“We get three types of traffic,” says the man guarding the door at 425 East Washington—”the workers, the patients, and the movie people.” The workers park outside while they’re building the 411 Lofts next door. The patients come to see the dwindling band of therapists who have offices in the building. And the movie people have pretty much taken over everything else.

Staffers and interns working on the new Hilary Swank movie Betty Anne Waters “moved in in October,” says dental technician Russ Collins. Collins has had his office on the building’s second floor since 1962; now, instead of dentists and doctors, his neighbors are staffers and interns for Innocence Productions. They dress like the construction workers, in jeans and hoodies, but work in offices labeled with taped-on computer printouts: “Extras Check-In,” “Production Department,” “Women’s Fitting Room”—the last, the building’s former pharmacy, its windows covered in brown paper. Around town, people compete to report Swank sightings—she was seen spinning on a stationary bike at Vie: Fitness & Spa!

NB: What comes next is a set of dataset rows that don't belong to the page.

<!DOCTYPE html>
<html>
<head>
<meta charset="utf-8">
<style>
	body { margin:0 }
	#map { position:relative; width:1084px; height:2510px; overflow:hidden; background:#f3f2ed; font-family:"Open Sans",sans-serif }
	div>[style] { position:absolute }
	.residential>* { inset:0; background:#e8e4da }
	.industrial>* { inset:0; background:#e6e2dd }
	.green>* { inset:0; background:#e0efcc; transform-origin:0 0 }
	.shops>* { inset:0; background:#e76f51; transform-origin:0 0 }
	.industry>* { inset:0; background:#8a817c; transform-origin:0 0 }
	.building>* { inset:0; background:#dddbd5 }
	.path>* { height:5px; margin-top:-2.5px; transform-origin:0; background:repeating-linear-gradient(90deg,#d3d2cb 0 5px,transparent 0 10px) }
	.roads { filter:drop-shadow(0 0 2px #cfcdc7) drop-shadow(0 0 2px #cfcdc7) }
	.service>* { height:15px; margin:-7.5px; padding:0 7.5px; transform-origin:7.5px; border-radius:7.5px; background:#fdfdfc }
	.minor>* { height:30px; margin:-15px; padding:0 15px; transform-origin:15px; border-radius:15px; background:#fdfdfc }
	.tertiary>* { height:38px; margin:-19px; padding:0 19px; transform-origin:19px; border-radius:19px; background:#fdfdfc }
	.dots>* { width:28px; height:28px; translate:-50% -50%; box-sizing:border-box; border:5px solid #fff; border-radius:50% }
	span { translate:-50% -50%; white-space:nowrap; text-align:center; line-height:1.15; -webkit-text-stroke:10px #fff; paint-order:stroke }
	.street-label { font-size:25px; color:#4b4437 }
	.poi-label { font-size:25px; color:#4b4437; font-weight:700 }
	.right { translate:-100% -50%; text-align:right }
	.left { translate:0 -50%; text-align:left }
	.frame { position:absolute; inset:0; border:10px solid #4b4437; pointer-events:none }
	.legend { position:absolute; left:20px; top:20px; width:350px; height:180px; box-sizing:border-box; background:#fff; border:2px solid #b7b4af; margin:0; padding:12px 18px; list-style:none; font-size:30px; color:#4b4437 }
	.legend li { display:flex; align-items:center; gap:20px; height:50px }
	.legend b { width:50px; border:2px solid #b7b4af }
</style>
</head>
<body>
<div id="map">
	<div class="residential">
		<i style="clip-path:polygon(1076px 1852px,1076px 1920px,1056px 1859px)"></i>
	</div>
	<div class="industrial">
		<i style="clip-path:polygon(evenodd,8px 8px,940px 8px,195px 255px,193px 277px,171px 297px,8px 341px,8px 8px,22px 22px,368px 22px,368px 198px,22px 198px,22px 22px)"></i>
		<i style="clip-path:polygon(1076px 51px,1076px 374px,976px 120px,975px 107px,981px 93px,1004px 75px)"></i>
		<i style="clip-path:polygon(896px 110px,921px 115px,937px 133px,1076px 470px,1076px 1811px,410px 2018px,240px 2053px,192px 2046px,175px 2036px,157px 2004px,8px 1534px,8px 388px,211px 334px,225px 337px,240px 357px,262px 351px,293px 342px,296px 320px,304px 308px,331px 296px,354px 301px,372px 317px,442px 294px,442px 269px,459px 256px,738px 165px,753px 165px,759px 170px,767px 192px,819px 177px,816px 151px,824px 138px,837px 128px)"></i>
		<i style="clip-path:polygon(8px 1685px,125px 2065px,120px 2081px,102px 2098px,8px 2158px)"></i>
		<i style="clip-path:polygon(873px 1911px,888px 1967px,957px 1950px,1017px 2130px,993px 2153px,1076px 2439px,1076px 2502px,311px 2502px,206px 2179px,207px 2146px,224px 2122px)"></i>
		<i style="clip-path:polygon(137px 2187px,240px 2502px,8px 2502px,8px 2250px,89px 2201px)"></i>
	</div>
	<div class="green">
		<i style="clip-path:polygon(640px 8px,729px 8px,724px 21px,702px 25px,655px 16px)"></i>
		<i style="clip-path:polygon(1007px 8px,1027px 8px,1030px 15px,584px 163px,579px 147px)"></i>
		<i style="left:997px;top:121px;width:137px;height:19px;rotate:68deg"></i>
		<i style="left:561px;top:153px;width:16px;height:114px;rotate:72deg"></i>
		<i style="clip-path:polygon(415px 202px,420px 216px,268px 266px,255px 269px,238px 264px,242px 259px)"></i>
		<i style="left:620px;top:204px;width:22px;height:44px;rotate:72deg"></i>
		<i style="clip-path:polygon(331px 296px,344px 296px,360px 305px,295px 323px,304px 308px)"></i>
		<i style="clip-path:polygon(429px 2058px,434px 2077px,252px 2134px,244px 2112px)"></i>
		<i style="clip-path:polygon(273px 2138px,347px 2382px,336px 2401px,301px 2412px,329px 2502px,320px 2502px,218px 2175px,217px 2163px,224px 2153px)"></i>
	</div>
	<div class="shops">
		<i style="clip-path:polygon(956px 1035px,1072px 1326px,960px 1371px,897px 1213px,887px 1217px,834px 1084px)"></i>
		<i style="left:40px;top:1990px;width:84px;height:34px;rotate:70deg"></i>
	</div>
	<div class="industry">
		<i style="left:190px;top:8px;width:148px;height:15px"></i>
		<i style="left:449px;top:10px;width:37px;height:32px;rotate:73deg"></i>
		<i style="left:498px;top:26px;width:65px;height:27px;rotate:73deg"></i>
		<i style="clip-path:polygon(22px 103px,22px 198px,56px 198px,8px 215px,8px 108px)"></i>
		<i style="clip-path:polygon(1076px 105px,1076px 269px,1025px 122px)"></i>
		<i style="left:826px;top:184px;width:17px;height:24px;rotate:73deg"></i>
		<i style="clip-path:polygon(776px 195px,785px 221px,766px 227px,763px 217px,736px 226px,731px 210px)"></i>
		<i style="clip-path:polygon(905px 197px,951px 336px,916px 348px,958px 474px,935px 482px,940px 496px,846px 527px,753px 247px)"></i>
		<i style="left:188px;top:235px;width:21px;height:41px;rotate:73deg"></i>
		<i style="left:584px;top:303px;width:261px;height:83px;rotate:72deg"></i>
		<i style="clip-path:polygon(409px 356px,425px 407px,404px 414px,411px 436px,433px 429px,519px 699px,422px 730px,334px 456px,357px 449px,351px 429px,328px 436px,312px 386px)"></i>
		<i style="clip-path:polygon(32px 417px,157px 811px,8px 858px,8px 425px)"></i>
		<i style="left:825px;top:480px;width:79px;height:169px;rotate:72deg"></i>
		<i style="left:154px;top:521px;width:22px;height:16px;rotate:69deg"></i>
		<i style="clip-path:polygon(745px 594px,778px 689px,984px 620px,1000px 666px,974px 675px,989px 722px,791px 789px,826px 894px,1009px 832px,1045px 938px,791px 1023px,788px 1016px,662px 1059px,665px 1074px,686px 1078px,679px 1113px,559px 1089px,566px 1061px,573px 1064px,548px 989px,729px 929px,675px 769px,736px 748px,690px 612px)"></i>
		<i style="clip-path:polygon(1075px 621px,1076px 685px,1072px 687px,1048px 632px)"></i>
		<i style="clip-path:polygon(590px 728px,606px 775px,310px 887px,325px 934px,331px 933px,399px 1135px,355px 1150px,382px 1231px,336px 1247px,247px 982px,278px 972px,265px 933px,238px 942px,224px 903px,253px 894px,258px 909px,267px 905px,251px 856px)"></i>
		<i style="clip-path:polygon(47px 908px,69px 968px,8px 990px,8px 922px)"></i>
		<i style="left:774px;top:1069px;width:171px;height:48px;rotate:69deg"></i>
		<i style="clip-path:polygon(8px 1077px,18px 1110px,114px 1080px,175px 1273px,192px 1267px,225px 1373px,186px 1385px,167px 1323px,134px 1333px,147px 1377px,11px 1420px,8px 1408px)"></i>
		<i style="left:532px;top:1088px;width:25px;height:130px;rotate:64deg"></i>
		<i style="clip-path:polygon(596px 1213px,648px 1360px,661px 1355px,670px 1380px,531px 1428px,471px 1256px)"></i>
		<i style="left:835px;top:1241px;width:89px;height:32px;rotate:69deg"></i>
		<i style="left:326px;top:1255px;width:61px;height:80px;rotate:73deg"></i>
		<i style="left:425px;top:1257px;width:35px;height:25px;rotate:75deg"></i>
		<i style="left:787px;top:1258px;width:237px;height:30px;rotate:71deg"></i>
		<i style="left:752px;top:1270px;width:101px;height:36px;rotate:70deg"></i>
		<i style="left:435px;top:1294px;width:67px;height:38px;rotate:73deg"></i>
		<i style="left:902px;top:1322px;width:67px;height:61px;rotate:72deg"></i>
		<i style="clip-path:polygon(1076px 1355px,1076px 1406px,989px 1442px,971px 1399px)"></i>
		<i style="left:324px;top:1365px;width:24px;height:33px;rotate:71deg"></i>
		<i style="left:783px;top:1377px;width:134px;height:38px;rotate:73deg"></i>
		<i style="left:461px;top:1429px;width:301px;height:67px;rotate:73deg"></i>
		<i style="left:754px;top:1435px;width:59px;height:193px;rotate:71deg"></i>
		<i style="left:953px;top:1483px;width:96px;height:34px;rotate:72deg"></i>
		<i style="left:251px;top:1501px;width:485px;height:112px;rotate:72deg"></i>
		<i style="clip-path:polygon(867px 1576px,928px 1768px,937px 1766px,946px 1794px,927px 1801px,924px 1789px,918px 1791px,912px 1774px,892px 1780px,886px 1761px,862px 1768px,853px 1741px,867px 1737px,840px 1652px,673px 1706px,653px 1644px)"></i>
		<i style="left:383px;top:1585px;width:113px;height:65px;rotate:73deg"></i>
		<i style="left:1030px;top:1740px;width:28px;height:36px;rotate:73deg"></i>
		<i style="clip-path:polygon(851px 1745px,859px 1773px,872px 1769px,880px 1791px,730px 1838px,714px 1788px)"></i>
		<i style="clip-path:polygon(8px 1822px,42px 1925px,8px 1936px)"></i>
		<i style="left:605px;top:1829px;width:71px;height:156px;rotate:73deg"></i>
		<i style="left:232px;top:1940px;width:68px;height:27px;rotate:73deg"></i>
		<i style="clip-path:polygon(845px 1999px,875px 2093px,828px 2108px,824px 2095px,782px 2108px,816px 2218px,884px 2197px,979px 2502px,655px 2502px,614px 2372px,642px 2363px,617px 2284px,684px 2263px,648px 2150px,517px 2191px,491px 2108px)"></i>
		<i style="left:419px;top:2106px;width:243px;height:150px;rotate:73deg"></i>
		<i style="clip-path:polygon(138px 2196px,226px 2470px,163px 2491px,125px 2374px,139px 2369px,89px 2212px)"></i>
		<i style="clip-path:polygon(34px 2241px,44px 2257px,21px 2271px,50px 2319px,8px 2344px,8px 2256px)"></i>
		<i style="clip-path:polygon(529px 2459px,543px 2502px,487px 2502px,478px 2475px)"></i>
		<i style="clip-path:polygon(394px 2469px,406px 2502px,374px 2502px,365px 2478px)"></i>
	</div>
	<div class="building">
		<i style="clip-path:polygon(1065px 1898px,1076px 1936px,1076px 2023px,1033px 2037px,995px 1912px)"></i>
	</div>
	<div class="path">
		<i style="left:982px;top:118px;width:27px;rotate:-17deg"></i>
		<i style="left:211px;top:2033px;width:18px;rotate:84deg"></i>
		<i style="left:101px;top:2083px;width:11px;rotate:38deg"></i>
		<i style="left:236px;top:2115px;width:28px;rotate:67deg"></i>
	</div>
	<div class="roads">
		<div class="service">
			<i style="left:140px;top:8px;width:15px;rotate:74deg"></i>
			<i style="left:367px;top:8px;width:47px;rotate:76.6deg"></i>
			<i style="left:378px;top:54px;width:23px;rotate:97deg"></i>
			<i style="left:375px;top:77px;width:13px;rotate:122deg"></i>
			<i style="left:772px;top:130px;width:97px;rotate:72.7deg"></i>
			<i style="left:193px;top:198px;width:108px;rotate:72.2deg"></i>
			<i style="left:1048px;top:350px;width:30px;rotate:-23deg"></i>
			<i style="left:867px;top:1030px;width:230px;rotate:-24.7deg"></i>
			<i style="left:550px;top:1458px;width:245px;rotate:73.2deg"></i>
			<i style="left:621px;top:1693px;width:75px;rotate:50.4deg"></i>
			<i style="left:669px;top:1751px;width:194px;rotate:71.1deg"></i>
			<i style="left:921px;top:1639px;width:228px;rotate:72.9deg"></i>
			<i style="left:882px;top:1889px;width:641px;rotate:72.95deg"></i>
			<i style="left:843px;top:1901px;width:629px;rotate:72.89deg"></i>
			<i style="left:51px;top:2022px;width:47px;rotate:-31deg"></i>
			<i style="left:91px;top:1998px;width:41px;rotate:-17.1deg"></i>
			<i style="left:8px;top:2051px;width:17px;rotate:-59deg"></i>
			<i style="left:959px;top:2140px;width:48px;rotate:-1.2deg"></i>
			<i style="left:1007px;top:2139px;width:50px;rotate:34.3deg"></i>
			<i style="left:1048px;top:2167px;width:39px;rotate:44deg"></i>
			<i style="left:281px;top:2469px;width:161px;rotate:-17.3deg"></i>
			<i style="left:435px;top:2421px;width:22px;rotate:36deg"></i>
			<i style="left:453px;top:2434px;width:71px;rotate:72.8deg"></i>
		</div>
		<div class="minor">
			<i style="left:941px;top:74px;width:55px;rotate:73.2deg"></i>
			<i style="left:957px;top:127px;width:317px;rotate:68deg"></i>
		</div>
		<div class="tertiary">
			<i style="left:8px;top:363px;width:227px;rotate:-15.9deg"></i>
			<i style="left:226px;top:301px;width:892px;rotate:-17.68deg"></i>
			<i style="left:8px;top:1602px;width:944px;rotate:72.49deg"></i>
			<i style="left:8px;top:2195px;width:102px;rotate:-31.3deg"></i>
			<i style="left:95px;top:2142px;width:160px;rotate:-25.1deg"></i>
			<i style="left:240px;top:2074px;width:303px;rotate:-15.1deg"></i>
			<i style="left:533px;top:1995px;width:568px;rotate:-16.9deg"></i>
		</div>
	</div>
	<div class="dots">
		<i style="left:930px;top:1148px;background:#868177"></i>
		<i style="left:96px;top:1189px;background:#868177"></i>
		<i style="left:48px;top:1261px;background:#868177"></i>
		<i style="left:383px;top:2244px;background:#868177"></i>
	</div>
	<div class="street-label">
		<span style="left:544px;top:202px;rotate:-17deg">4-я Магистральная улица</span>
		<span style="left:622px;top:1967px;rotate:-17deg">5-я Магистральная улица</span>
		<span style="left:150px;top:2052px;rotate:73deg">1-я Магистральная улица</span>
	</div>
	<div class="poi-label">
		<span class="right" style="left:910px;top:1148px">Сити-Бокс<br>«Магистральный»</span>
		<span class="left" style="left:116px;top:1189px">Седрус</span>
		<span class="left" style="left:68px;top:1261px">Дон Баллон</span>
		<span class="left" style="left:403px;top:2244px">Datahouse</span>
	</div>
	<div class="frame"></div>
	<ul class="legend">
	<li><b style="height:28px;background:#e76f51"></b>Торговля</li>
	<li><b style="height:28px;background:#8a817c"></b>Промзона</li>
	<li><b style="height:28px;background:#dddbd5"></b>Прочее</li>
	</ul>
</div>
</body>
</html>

Irony of ironies, Collins’s son, also named Russ, runs the Michigan Theater. In February the younger Collins had just returned from the Sundance Film Festival, where cutting-edge films are aired. His dad now has a front-row seat for the one and only Hollywood film being produced from Ann Arbor.

The elder Collins even met the star. He was telling Innocence Productions staffers that he’d finally seen a Hilary Swank movie—Million Dollar Baby had been on TV the night before—when Swank herself walked up.